Dresden getting first home-grown rabbi in 75 years
Grandson of Auschwitz survivor to head synagogue in East German city.
The Jewish community of Dresden is installing its first hometown rabbi since 1938.
Alexander Nachama, 29, was to be formally inaugurated on Saturday as rabbi of the new synagogue in Dresden, which is in eastern Germany. Dresden's Semper-Synagogue was destroyed during the Kristallnacht pogrom in 1938. The new synagogue was dedicated at the original site in 2001.
Previously, Dresden was served by Rabbi Salomon Almekias-Siegl, who rotated between three communities before retiring in 2011.
Nachama, who also is a cantor, was ordained earlier this month in Erfurt after completing his rabbinical studies at the Abraham Geiger College in Potsdam. He is pursuing a master's degree in Jewish studies, history and culture at the University of Potsdam.

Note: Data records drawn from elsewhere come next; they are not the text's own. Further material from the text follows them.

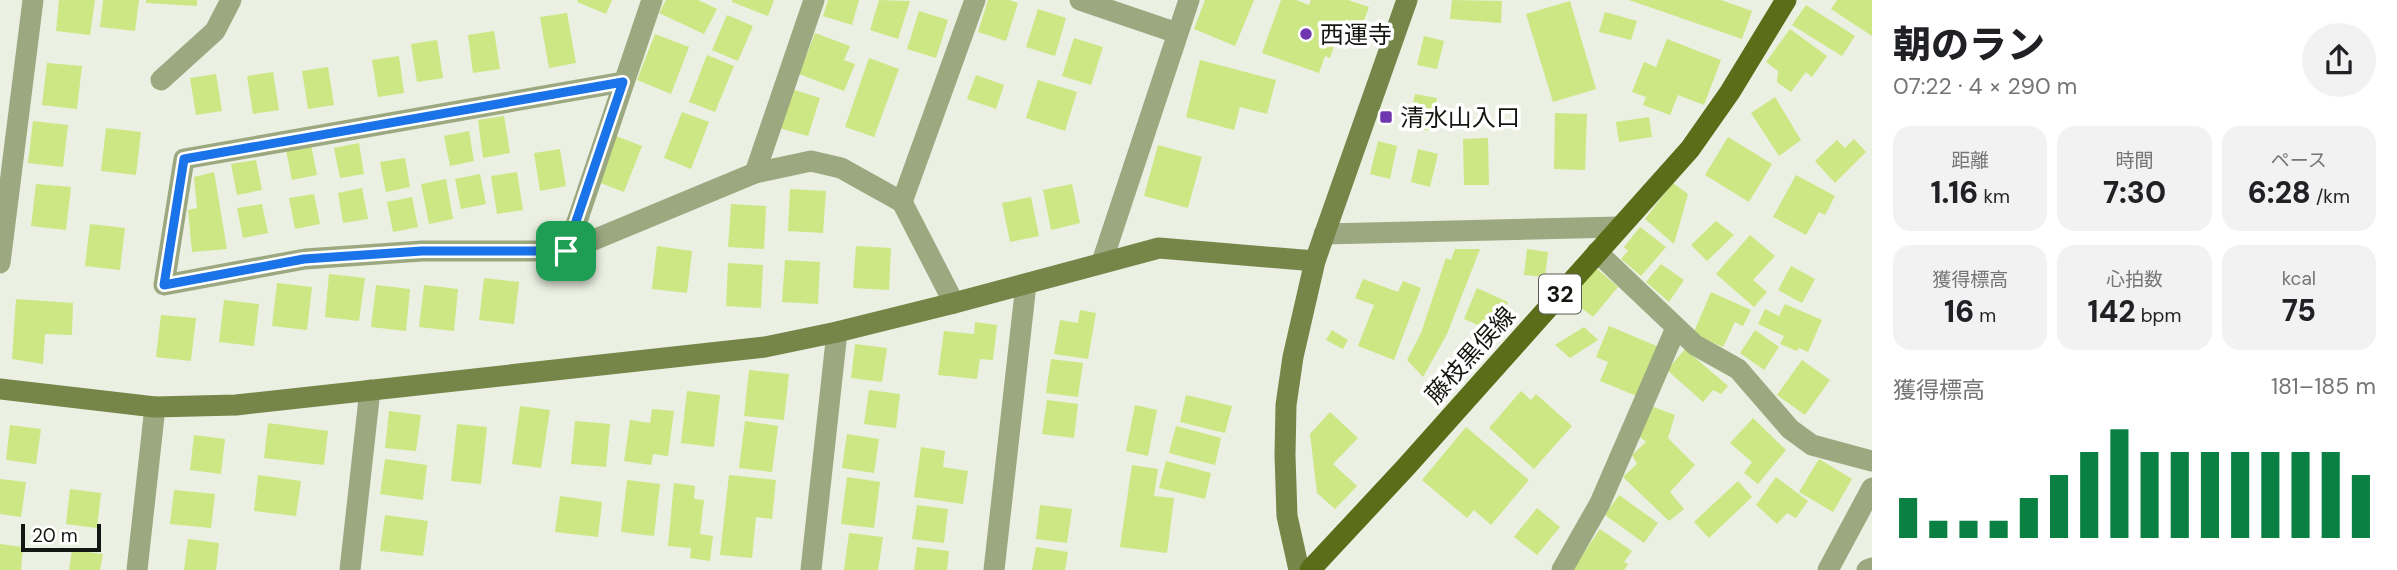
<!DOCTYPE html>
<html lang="ja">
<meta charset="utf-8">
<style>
body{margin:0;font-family:"DM Sans","Noto Sans JP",sans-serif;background:#f2f2f2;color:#202124;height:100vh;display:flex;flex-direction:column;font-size:26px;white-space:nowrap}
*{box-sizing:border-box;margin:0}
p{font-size:23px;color:#757577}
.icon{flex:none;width:38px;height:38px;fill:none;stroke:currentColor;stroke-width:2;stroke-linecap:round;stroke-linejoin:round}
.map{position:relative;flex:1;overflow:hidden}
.sheet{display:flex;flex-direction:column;background:#fff;width:525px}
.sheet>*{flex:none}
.scale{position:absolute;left:21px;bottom:18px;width:80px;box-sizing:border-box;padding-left:7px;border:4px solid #141611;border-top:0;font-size:19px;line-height:24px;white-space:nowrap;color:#141611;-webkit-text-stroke:5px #fff;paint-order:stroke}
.pin{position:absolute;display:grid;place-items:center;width:60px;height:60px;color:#fff;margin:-30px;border-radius:14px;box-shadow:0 4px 10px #0006}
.round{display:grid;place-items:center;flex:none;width:74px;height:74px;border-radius:37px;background:#f2f2f2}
.overview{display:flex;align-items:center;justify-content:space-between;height:119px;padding:0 21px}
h1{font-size:38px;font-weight:800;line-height:52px}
.figures{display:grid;grid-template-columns:repeat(3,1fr);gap:10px;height:119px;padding:7px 21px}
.figures div{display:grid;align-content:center;border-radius:18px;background:#f2f2f2;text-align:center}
.figures b{font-size:30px;font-weight:800}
.figures small{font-size:19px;font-weight:400}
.figures p{font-size:19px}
.chart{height:196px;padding:14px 21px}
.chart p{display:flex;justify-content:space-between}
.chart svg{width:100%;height:126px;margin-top:7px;stroke:#0b8043;stroke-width:6}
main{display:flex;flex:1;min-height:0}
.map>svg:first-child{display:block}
.building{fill:#cce783}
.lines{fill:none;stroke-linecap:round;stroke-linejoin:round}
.street{stroke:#9ca880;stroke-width:21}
.secondary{stroke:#768649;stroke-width:21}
.primary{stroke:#5b6d18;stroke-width:21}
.route-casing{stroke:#fff;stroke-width:14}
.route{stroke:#1a73e8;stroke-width:9}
.poi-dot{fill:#6f37ad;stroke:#fff;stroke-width:2.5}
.labels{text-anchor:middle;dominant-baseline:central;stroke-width:7;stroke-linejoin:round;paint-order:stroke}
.shield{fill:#fff;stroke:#5a5c58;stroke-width:2}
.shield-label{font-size:23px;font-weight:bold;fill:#141611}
.poi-label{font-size:24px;fill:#141611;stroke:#fff;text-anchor:start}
.street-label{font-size:24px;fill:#141611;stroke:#fff}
</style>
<main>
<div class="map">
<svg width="1872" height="570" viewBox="0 0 1872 570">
<rect width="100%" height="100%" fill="#ebf0e2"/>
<g class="building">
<path d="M 59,0 L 95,0 L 90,35 L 56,31 Z"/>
<path d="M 103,0 L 139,0 L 135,31 L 100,27 Z"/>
<path d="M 146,0 L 197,0 L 197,6 L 146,3 Z"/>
<path d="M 578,0 L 612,0 L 606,14 L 577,2 Z"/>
<path d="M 666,0 L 698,0 L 717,9 L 704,34 L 659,13 Z"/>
<path d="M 732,0 L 774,0 L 768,16 L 732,2 Z"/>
<path d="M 828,0 L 859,0 L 852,25 L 823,16 Z"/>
<path d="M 879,0 L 910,1 L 898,39 L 870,30 Z"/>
<path d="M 988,0 L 1009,0 L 1018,3 L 1006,41 L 978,32 Z"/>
<path d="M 1205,0 L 1254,0 L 1235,46 L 1194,29 Z"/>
<path d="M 1281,0 L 1296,0 L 1309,5 L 1311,0 L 1348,0 L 1369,7 L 1358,37 L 1335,29 L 1332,36 L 1337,38 L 1330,58 L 1325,56 L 1319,73 L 1262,53 Z"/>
<path d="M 1452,0 L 1502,1 L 1501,23 L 1450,19 Z"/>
<path d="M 1629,0 L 1721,0 L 1752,11 L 1742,39 Z"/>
<path d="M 1837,0 L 1872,0 L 1872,36 L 1831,9 Z"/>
<path d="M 1570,1 L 1596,89 L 1553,102 L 1526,14 Z"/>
<path d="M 1806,5 L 1855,36 L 1842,56 L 1792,25 Z"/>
<path d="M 1038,9 L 1066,18 L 1055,56 L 1026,47 Z"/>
<path d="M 919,11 L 948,20 L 936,58 L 907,49 Z"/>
<path d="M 1605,12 L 1637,21 L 1631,40 L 1599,32 Z"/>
<path d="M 567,13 L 576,63 L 549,68 L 540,17 Z"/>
<path d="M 727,15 L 753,26 L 738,61 L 712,50 Z"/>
<path d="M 1790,29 L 1827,56 L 1812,77 L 1806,72 L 1791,92 L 1777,82 L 1778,71 L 1766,62 Z"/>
<path d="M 494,31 L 500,69 L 473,73 L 468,35 Z"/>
<path d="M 815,33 L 850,46 L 844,60 L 855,64 L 844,91 L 799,74 Z"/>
<path d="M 655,34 L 689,47 L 671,94 L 637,80 Z"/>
<path d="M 1424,36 L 1444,41 L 1437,69 L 1417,65 Z"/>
<path d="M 1074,38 L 1103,47 L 1091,85 L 1062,76 Z"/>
<path d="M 1667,39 L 1721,60 L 1704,105 L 1678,95 L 1670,115 L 1643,105 L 1646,97 L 1632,92 L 1644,62 L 1656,67 Z"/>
<path d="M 437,40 L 443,78 L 417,82 L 411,44 Z"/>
<path d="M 707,55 L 734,66 L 715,112 L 689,102 Z"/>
<path d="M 399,56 L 404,93 L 378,97 L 372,60 Z"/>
<path d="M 869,58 L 899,69 L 874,137 L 845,127 Z"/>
<path d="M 1200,60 L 1276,80 L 1267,114 L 1240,107 L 1234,130 L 1186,117 Z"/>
<path d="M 47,63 L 82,66 L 77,109 L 42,105 Z"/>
<path d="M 328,67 L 334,105 L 308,109 L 302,71 Z"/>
<path d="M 273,72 L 279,110 L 253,114 L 247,76 Z"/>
<path d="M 216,74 L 222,111 L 196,115 L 190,78 Z"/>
<path d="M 976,75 L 1004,85 L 996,109 L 967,99 Z"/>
<path d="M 1038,80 L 1077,92 L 1065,131 L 1026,118 Z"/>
<path d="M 791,89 L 820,98 L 808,136 L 779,128 Z"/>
<path d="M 1415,94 L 1437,98 L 1430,131 L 1408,126 Z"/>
<path d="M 1775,97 L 1801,140 L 1779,156 L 1751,113 Z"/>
<path d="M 682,112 L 709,122 L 691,169 L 664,158 Z"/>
<path d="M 1555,113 L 1587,114 L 1585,170 L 1554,169 Z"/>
<path d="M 504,116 L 510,153 L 483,158 L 478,120 Z"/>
<path d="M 1649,117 L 1652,137 L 1619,142 L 1616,122 Z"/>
<path d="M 33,121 L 68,125 L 63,167 L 28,163 Z"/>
<path d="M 106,128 L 141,132 L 136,175 L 101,171 Z"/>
<path d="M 469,131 L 474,161 L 450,166 L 444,136 Z"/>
<path d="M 616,136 L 642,146 L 624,192 L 598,182 Z"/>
<path d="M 1728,137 L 1772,164 L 1749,202 L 1705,175 Z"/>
<path d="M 1488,138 L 1489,185 L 1464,185 L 1463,139 Z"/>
<path d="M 1854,139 L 1866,152 L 1835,183 L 1815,161 L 1837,140 L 1845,148 Z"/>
<path d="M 1378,141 L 1397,146 L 1390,179 L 1370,174 Z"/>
<path d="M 359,143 L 364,174 L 340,178 L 334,148 Z"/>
<path d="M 311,145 L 317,175 L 292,180 L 286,150 Z"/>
<path d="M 1158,145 L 1202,157 L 1188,208 L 1144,196 Z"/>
<path d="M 560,149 L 566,186 L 540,191 L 534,153 Z"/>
<path d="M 1418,149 L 1438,154 L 1430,187 L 1411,182 Z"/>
<path d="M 405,158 L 410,187 L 386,192 L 380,162 Z"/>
<path d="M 256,160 L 262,190 L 237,195 L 231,164 Z"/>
<path d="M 214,172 L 227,249 L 192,252 L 188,210 L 197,208 L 194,177 Z"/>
<path d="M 517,172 L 523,210 L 497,214 L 491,176 Z"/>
<path d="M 480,174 L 486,204 L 461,209 L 455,179 Z"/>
<path d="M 1796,175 L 1835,196 L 1825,215 L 1819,212 L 1806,235 L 1773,217 Z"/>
<path d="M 446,179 L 453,219 L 429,224 L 421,184 Z"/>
<path d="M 1673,183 L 1688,194 L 1674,244 L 1645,219 Z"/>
<path d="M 36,184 L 71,187 L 66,230 L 31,226 Z"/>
<path d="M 1072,184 L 1080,223 L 1051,230 L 1043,190 Z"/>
<path d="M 362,188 L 368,219 L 343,223 L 338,193 Z"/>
<path d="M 790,189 L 826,191 L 823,233 L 788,231 Z"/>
<path d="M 314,194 L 320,224 L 295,229 L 289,198 Z"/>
<path d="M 412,197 L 418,227 L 393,232 L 387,202 Z"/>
<path d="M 1031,197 L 1039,236 L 1010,242 L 1002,203 Z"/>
<path d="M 262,204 L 268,233 L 243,238 L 237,208 Z"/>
<path d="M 731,204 L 766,206 L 764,249 L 728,247 Z"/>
<path d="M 1716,221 L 1734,235 L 1707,261 L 1691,245 Z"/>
<path d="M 90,224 L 125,228 L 120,270 L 85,266 Z"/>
<path d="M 1640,227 L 1666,247 L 1641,276 L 1621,259 L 1628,251 L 1624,247 Z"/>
<path d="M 1750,235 L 1775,256 L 1753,280 L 1767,292 L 1754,307 L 1716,274 Z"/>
<path d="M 657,246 L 692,251 L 687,293 L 652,289 Z"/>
<path d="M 856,246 L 891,248 L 889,290 L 853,288 Z"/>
<path d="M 1455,249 L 1480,249 L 1447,334 L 1423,377 L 1407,360 L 1421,333 L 1446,258 L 1451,260 Z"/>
<path d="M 1527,249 L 1548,252 L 1545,277 L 1524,275 Z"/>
<path d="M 785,260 L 820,262 L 818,304 L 782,302 Z"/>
<path d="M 728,263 L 763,265 L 761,308 L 726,306 Z"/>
<path d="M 1661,264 L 1684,280 L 1669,302 L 1646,282 Z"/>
<path d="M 1791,266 L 1815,279 L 1802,303 L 1778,290 Z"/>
<path d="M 1595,267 L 1618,287 L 1593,317 L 1569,298 Z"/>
<path d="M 329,274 L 365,278 L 359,321 L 325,317 Z"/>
<path d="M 484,278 L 519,282 L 514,324 L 479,320 Z"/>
<path d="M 1363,279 L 1398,292 L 1403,281 L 1421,288 L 1394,360 L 1358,346 L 1374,305 L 1355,298 Z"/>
<path d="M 277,283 L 312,287 L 307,330 L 272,326 Z"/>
<path d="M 376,285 L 410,289 L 406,331 L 371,327 Z"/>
<path d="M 424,285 L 458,289 L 454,331 L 419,327 Z"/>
<path d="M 1477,288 L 1508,302 L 1494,332 L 1464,319 Z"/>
<path d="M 1711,292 L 1751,310 L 1743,326 L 1735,322 L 1723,347 L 1693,334 Z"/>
<path d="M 16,299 L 73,303 L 72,335 L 45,334 L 43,364 L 12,359 Z"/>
<path d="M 224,300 L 259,304 L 254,346 L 219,342 Z"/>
<path d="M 1785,304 L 1822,320 L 1808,352 L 1799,348 L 1797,351 L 1780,344 L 1784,336 L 1758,324 L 1765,309 L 1779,316 Z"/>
<path d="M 1080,310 L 1096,313 L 1088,359 L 1054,354 L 1060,320 L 1078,323 Z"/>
<path d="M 161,315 L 196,318 L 191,361 L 156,357 Z"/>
<path d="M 975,322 L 997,325 L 993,360 L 980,359 L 977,379 L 938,375 L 944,331 L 974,334 Z"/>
<path d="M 1609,326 L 1659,347 L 1639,397 L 1600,381 L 1608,362 L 1596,357 Z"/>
<path d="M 1584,327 L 1598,340 L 1570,358 L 1555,345 Z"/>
<path d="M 1332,330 L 1348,340 L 1343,349 L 1326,340 Z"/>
<path d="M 1755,330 L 1779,347 L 1764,370 L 1740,353 Z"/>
<path d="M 855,344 L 887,348 L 882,382 L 851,378 Z"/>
<path d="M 1685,349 L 1728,386 L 1721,394 L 1713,390 L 1703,402 L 1667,370 Z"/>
<path d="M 1051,359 L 1083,363 L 1078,397 L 1046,393 Z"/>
<path d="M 1802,360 L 1830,380 L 1805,415 L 1777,395 Z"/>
<path d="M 749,370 L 789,374 L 784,420 L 744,416 Z"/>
<path d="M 869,390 L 900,394 L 896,428 L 864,424 Z"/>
<path d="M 687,391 L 720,395 L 714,447 L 681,443 Z"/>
<path d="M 1521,391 L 1531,400 L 1536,394 L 1572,426 L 1534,469 L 1489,428 Z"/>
<path d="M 1186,395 L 1232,406 L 1225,433 L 1180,422 Z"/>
<path d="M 1047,400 L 1078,404 L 1074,438 L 1042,434 Z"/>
<path d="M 1135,405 L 1157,410 L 1148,456 L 1126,451 Z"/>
<path d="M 520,406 L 550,410 L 541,468 L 512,464 Z"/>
<path d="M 1651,406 L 1675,415 L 1668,438 L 1695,465 L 1670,492 L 1684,509 L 1669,521 L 1623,477 L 1637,464 L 1632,455 L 1646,442 L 1638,435 Z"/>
<path d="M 652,409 L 674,411 L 668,456 L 653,454 L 651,465 L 624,461 L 630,420 L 650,423 Z"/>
<path d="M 389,411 L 421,415 L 416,451 L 385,448 Z"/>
<path d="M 1330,412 L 1358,438 L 1333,464 L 1357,486 L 1335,509 L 1317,493 L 1310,434 Z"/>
<path d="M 1753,418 L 1786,450 L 1758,484 L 1744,473 L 1752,462 L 1730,443 Z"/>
<path d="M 575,421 L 610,424 L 606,467 L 571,464 Z"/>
<path d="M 745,421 L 778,426 L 772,472 L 739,468 Z"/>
<path d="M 268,423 L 328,431 L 324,465 L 264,458 Z"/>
<path d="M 457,424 L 487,427 L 481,484 L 451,481 Z"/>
<path d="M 10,425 L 41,429 L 36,464 L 6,460 Z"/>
<path d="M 1176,426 L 1221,438 L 1215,465 L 1169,453 Z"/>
<path d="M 1466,427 L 1529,480 L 1491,525 L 1474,510 L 1467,518 L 1422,480 Z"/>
<path d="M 847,434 L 879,439 L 874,473 L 842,468 Z"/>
<path d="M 194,435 L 225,439 L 221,474 L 190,470 Z"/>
<path d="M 921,447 L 945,451 L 943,467 L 968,471 L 963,504 L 914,497 Z"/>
<path d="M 385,459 L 427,465 L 423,500 L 380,494 Z"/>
<path d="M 1819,459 L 1852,479 L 1833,512 L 1799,492 Z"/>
<path d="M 1166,461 L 1211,473 L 1205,499 L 1159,488 Z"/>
<path d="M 1132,465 L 1158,469 L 1154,496 L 1174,498 L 1167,553 L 1120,547 Z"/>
<path d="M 258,475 L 301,481 L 296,516 L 254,511 Z"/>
<path d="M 729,475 L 776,480 L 772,519 L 756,517 L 752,558 L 720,555 Z"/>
<path d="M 847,477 L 880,482 L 874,528 L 841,524 Z"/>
<path d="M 1776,477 L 1808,501 L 1796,518 L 1787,513 L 1777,524 L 1756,505 Z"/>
<path d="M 0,479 L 26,482 L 21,517 L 0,514 Z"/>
<path d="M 627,480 L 660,484 L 654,536 L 621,532 Z"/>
<path d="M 1738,481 L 1752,497 L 1709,538 L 1694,522 Z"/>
<path d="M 674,483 L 695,486 L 694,499 L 704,500 L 700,534 L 713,536 L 710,561 L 690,558 L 691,548 L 668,546 Z"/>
<path d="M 70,489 L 101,493 L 97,528 L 66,524 Z"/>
<path d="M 174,490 L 215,494 L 211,528 L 170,524 Z"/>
<path d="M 1619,495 L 1658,523 L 1644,543 L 1605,515 Z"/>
<path d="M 560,496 L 602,502 L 598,537 L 555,532 Z"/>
<path d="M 917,505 L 948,509 L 944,543 L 912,539 Z"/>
<path d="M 1040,505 L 1072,509 L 1067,543 L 1036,539 Z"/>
<path d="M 1537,508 L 1560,527 L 1537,555 L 1514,537 Z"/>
<path d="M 385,515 L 428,521 L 423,556 L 380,551 Z"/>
<path d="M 1600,529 L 1632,551 L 1624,562 L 1628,564 L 1624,570 L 1572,570 Z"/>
<path d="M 849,533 L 883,537 L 878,570 L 844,570 Z"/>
<path d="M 188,539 L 219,543 L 216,570 L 184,570 Z"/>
<path d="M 0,544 L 23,547 L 21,570 L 0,570 Z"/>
<path d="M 917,547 L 949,551 L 947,570 L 914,570 Z"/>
<path d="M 1036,547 L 1068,552 L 1065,570 L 1032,570 Z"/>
<path d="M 72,550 L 103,554 L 100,570 L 69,570 Z"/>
</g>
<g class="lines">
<g class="street">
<path d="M 1080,0 L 1177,33"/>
<path d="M 161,80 L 215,31 L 231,0"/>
<path d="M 623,82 L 184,159 L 164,285 L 305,259 L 422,251 L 567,251 L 755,173 L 811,161 L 841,168 L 902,202 L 954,303"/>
<path d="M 755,173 L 814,0"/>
<path d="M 902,202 L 975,0"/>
<path d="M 1324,234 L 1619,227"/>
<path d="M 567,251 L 652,0"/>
<path d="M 1597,252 L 1695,345 L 1738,369 L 1790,429 L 1812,445 L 1872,461"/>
<path d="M 1102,262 L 1189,0"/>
<path d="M 0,263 L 33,0"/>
<path d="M 137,570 L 155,407"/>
<path d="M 350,570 L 370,390"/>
<path d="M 811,570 L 837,332"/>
<path d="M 994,570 L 1026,284"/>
<path d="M 1562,570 L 1600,503 L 1676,328"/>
<path d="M 1828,570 L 1872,488"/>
<path d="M 1867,570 L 1872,568"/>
</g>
<g class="secondary">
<path d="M 0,389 L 155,407 L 236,405 L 765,347 L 837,332 L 954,303 L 1159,248 L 1315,261"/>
<path d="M 1299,570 L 1287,516 L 1285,455 L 1286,405 L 1293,357 L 1315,261 L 1407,0"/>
</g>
<path class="primary" d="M 1310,570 L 1406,467 L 1690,149 L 1730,92 L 1786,0"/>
</g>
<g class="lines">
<defs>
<path id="route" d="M 623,82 L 566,251 L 422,251 L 304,259 L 164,285 L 184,159 Z"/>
</defs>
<use href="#route" class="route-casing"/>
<use href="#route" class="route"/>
</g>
<g class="poi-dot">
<circle cx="1306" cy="34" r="7"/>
<rect x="1379" y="110" width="14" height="14" rx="3.5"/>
</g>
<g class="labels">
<rect class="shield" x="1539" y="274.5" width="42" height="39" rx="5"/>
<g class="shield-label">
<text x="1560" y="294">32</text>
</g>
<g class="poi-label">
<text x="1320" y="34">西運寺</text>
<text x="1400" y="117">清水山入口</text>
</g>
<g class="street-label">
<text transform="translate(1470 355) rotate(-48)">藤枝黒俣線</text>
</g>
</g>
</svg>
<div class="scale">20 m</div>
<div class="pin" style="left:566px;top:251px;background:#1e9e55"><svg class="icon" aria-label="arrive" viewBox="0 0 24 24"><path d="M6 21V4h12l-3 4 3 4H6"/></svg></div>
</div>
<section class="sheet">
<div class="overview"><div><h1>朝のラン</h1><p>07:22 · 4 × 290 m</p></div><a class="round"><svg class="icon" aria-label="share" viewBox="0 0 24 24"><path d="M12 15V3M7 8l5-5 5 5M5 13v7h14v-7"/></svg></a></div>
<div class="figures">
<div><p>距離</p><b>1.16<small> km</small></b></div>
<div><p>時間</p><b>7:30</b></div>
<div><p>ペース</p><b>6:28<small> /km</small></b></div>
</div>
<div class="figures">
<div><p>獲得標高</p><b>16<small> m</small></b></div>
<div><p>心拍数</p><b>142<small> bpm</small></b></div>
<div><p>kcal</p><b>75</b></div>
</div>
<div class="chart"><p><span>獲得標高</span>181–185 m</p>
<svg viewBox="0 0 160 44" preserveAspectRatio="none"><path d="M5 44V30M15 44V38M25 44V38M35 44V38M45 44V30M55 44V22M65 44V14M75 44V6M85 44V14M95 44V14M105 44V14M115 44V14M125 44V14M135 44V14M145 44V14M155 44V22"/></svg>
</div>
</section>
</main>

Nechama’s late paternal grandfather, Estrongo Nachama, survived Auschwitz and became chief cantor for Berlin's Jewish community. The rabbi’s father, Andreas Nachama, is also a rabbi and serves as spiritual leader of Berlin's Hüttenweg synagogue.
Alexander Nachama, who began serving the Dresden Jewish community in 2012, told the DPA press agency that he hopes to inspire members to become more involved.
Dresden's prewar Jewish community numbered more than 5,000; there were only 41 Jews there in the immediate postwar years. With the influx of Russian-speaking Jews since 1990, the Jewish community in Dresden has grown to 720 from 61 in 1990.